Originally published on jackmarchant.com
A common question in software engineering interviews is how can you speed up a slow query? In this post I want to explain one answer to this question, which is: to add an index to the table the query is performed on.
What is an index in a relational database?
An index in a relational database is a key-value mapping for one or many columns where the key is the data in the column and the value is the primary ID of the row that contains the data.
A primary index also exists in every database table so querying by ID is always fast. A custom index is a reverse-lookup to that primary index.
How does an index speed up database queries?
An index tells the database which rows contain specific values, without having to scan each row individually.
A common way to understand it is the index of a phone book.

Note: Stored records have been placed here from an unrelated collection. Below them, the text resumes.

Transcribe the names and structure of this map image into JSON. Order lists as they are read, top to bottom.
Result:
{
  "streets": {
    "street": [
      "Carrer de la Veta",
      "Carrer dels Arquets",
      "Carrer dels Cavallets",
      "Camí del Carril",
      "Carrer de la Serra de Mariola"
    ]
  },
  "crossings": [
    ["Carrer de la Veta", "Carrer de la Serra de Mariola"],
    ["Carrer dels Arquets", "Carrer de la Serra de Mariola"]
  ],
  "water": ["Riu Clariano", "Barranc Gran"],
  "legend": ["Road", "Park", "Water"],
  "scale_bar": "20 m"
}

If I was trying to find someone with the last name "Martin" in a phone book, I would skip to the back pages to the index, find names starting with M and start looking from the referenced page number.
A database does the same lookup with an index.
Let's take a look at a more concrete example. Suppose we create a new table:
CREATE TABLE `users` (
`id` bigint NOT NULL AUTO_INCREMENT PRIMARY KEY,
`name` varchar(255) NOT NULL,
`status` int NOT NULL,
`joined_on` datetime NOT NULL
);
A query to find the users where status is 1
would result in a full table scan.
explain select * from users where status = 1;
> ... | Extra
Using where
If we add an index to the status column because we know it's a common access pattern for our application:
ALTER TABLE users ADD INDEX status(status);
When we run the explain again, we can see it
explain select * from users where status = 1;
> ... | key | .. | Extra
status | .. | Using index
When the database performs the operations for this query it will use the index instead of scanning every row, which starts making a big difference when there are millions of rows to scan.
Handling complex queries with a composite index
Continuing with this example, let's assume we have another access pattern which is to find all the users with a specific status who joined after a certain date ordered from most to least recent.
explain select * from users where status = 1 and joined_on >= '2024-02-24' order by joined_on desc;
> ... | key | .. | Extra
status | .. | Using where; Using filesort
Without an index on joined_on
column the query could still benefit from the index we added on status. It may not be the best performance, however, with the addition of the joined_on
filter and the sort, which would result in a filesort operation which could make overall performance worse.
We could go ahead and create an index for joined_on
but the database may still choose the status
index and perform a filesort.
What would have better performance is a composite index with both status
and joined_on
.
ALTER TABLE users ADD INDEX status_joined_on(status, joined_on);
After adding the index, this is what the explain looks like:
explain select * from users where status = 1 and joined_on >= '2024-02-24' order by joined_on desc;
> ... | key | .. | Extra
status_joined_on | .. | Using index condition; Backward index scan
An index can be stored in either ascending or descending order depending on the definition. We see Backward index scan
because we need the reverse order (descending) to sort results for the query above.
If we were to create the index where joined_on
column is sorted in descending order we would see the Backward index scan
removed:
status_joined_on(status, joined_on DESC)
Now we can run the explain again:
explain select * from users where status = 1 and joined_on >= '2024-02-24' order by joined_on desc;
This is an ideal index for this type of query.
Summary
We explored creating indexes on relational databases and evaluated performance at each step. What did we learn along the way?
An index in a relational database is a key-value mapping for one or many columns to tell the database which rows contain what values without having to scan each row.
Indexes can speed up query performance at the cost of write performance, though the former typically outweighs the latter.
For complex queries, it's possible to create a multi-column index. Ordering the columns is an important factor in its performance.
A descending index can help with searches for most recent data.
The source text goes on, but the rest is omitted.